▸ **EXERCISE DETAILS**: When you reach the records, transcribe each one exactly.

Start of DATA RECORDS

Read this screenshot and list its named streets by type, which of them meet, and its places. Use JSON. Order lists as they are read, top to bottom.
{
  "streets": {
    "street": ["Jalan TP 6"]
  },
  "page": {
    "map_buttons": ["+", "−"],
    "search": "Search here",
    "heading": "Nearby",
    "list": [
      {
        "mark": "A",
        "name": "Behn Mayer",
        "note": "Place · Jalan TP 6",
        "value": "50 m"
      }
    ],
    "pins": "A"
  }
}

End of DATA RECORDS

▸ **ANSWER TO THIS TASK**:
Read this screenshot and list its named streets by type, which of them meet, and its places. Use JSON. Order lists as they are read, top to bottom.
{
  "streets": {
    "street": ["Jalan TP 6"]
  },
  "page": {
    "map_buttons": ["+", "−"],
    "search": "Search here",
    "heading": "Nearby",
    "list": [
      {
        "mark": "A",
        "name": "Behn Mayer",
        "note": "Place · Jalan TP 6",
        "value": "50 m"
      }
    ],
    "pins": "A"
  }
}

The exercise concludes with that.